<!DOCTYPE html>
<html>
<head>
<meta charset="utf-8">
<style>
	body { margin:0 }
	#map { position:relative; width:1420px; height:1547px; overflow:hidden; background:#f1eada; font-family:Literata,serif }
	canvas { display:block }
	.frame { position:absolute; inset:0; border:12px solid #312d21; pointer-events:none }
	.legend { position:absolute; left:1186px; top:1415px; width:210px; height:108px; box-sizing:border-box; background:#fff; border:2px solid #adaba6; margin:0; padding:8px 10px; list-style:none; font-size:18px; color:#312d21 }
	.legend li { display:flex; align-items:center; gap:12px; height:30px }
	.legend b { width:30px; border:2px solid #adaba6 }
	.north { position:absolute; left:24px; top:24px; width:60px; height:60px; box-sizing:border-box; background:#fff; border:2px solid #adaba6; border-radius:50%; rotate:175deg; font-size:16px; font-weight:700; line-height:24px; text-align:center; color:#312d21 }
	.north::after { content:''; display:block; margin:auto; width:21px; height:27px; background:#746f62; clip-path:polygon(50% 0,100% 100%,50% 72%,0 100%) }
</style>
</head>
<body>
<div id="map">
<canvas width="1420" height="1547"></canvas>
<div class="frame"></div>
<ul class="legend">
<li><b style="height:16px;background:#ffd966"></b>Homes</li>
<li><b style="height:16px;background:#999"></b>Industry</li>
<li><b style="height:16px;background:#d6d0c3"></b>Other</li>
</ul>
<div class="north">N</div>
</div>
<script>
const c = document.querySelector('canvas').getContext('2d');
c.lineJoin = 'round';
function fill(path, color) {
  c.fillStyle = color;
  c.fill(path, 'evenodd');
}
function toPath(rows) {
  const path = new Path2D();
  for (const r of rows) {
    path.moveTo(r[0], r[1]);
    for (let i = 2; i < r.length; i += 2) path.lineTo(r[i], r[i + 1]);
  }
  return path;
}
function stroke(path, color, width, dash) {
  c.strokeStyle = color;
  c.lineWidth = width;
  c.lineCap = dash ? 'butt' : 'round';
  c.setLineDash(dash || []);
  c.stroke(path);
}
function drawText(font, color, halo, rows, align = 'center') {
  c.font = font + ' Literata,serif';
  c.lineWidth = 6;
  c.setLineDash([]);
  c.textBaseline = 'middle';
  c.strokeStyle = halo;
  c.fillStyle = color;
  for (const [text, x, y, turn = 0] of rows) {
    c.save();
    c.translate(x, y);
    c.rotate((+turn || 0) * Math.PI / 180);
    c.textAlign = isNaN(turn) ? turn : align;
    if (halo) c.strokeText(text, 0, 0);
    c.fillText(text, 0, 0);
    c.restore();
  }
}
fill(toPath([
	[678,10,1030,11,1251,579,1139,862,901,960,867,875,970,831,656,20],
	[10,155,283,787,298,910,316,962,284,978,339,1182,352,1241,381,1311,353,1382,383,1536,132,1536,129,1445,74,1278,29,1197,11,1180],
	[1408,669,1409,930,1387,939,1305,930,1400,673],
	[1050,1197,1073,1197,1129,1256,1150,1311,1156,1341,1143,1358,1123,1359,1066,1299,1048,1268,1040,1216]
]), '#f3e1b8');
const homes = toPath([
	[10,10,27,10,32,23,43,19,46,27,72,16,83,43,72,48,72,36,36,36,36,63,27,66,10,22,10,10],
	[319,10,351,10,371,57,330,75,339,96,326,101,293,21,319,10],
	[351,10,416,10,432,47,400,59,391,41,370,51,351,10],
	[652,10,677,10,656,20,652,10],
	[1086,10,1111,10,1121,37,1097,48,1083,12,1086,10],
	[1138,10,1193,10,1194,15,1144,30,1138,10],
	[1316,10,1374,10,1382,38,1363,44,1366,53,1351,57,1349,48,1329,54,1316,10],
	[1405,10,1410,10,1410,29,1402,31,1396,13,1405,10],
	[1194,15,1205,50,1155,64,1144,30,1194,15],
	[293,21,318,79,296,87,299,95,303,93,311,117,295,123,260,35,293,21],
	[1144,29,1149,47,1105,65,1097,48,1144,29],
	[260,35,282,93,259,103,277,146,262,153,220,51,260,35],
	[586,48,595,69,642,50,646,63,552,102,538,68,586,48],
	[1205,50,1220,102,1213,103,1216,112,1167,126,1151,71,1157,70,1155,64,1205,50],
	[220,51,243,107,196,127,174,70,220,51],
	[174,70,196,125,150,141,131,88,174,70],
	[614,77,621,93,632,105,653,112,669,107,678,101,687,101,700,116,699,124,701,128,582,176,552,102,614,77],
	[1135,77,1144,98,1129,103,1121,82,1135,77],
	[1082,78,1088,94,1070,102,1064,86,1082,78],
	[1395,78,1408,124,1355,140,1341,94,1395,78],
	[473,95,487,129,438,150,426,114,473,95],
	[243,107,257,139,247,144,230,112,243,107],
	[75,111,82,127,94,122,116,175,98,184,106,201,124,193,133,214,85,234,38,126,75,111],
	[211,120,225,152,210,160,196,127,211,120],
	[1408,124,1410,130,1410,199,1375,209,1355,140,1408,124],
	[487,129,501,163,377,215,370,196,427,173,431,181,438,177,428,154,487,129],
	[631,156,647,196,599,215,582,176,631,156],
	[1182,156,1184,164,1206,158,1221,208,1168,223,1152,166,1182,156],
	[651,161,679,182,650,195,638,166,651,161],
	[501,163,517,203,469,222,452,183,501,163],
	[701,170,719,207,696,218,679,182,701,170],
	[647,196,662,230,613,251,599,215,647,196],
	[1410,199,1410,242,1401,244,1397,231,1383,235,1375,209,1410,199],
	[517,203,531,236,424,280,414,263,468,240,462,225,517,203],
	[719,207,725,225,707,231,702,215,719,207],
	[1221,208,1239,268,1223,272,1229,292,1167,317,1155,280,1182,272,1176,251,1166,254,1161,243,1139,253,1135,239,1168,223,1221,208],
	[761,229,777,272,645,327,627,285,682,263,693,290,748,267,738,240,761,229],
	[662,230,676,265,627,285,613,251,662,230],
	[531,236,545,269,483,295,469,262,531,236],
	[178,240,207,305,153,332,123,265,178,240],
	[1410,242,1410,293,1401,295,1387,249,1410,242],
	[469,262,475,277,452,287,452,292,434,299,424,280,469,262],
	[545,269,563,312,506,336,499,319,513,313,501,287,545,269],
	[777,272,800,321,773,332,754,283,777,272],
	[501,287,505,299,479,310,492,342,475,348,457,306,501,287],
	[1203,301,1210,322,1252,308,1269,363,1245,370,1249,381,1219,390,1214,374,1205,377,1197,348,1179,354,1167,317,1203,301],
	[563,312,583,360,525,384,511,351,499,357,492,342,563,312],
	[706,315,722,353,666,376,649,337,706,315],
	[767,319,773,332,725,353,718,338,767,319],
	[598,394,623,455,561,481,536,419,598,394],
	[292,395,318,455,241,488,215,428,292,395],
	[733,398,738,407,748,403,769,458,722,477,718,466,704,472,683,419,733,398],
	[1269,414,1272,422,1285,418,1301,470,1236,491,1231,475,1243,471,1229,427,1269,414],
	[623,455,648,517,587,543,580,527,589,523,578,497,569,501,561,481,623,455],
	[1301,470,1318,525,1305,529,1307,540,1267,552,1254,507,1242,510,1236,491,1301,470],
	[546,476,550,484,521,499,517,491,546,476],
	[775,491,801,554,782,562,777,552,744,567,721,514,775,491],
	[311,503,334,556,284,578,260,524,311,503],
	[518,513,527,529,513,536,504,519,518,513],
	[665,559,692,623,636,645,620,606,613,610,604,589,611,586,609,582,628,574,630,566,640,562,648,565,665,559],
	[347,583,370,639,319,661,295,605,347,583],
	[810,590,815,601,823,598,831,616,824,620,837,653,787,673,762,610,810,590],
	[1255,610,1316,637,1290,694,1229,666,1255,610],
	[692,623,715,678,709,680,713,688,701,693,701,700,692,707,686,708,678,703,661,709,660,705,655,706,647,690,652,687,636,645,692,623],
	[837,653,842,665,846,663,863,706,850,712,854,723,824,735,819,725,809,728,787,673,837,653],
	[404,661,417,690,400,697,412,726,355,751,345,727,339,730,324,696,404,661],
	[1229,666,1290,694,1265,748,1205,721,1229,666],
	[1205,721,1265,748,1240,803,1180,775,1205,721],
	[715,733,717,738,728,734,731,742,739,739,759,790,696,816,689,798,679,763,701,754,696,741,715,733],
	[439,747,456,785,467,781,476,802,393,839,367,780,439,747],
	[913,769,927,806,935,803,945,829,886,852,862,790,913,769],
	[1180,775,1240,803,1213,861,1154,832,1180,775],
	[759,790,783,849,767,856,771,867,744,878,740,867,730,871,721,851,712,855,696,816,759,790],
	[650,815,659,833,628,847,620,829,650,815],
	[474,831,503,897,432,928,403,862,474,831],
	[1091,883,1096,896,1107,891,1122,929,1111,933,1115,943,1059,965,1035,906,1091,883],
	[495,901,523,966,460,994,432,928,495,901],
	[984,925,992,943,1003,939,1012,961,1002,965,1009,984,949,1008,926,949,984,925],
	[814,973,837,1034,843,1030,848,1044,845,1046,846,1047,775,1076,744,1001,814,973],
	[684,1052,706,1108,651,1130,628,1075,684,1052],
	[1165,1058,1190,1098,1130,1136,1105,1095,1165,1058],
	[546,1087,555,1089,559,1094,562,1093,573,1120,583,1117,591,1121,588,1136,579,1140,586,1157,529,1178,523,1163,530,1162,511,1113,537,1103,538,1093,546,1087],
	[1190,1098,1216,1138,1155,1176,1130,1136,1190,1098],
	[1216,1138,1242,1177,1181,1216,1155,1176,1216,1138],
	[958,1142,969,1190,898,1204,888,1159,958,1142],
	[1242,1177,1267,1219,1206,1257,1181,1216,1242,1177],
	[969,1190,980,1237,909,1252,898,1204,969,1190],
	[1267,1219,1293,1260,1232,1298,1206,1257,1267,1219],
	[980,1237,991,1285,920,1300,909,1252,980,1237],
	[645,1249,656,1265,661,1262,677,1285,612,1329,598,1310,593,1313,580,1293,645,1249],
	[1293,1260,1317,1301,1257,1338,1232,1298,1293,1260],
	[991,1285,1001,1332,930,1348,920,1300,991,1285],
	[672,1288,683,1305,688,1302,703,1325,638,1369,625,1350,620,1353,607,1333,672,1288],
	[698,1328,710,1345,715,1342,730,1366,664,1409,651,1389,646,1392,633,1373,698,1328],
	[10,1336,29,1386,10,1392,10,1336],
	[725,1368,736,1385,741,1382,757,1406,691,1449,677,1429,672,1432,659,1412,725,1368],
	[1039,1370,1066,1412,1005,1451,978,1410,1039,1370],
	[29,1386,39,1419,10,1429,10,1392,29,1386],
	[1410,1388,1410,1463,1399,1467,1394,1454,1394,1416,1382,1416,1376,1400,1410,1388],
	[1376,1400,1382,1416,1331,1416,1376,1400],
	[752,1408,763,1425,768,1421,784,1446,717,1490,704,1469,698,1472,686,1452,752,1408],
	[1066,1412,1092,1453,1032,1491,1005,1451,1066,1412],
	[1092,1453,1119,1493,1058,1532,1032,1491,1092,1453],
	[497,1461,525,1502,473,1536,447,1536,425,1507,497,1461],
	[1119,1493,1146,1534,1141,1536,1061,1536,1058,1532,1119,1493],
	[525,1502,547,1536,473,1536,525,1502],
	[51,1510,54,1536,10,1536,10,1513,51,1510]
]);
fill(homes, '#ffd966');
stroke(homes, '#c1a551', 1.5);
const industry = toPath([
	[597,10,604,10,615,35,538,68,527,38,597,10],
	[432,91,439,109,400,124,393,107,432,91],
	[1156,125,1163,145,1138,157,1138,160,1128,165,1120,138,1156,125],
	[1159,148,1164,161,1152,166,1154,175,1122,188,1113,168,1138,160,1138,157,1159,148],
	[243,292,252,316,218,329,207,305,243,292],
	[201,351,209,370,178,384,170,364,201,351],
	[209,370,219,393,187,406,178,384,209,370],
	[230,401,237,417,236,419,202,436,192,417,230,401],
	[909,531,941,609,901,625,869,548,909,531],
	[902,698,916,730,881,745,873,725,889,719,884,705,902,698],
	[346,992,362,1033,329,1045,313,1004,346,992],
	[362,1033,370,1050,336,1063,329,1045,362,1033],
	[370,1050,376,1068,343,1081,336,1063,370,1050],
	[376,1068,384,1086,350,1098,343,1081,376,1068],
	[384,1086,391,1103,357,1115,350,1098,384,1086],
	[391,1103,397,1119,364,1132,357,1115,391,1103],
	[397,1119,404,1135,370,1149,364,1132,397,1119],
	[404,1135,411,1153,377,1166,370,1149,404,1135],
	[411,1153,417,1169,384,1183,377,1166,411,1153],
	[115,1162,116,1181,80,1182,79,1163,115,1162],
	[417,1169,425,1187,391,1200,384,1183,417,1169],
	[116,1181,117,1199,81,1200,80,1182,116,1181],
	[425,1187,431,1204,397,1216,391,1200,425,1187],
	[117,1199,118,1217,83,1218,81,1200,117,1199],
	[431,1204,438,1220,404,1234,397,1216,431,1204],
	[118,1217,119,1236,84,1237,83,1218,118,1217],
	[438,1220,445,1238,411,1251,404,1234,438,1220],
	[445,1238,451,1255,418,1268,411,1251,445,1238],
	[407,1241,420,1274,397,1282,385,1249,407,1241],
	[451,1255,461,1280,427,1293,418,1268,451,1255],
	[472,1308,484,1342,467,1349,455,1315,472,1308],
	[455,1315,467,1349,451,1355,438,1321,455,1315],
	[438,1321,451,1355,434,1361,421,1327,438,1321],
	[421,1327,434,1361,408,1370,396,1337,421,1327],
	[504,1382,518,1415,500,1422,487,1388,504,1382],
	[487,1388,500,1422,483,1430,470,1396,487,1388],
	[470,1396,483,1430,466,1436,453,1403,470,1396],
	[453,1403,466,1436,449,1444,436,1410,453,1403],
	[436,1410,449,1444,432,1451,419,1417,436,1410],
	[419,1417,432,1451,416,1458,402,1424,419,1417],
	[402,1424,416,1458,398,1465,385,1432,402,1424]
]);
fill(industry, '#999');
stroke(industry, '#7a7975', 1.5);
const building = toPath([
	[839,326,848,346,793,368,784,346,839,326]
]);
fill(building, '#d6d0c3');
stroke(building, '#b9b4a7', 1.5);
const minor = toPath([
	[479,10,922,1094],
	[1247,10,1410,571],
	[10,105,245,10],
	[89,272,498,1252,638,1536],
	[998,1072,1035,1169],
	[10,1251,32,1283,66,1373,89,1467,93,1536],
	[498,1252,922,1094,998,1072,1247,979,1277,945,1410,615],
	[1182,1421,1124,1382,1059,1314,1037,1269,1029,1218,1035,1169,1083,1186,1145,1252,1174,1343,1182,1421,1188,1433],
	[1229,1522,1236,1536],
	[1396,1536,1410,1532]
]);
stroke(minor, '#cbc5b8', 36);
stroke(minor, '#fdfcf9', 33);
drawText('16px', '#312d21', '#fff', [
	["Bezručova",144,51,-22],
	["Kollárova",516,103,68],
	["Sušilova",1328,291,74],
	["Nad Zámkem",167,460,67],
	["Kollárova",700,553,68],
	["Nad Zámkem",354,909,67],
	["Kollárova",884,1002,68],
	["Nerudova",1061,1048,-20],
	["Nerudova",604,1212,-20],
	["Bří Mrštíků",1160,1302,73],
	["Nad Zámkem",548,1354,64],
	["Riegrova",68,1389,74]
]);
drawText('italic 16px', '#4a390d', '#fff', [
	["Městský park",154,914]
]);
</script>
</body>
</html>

● **About this exercise**:
Out of the data above, return each line where the word "canvas" can be found.

● **Result below**:
	canvas { display:block }
<canvas width="1420" height="1547"></canvas>
const c = document.querySelector('canvas').getContext('2d');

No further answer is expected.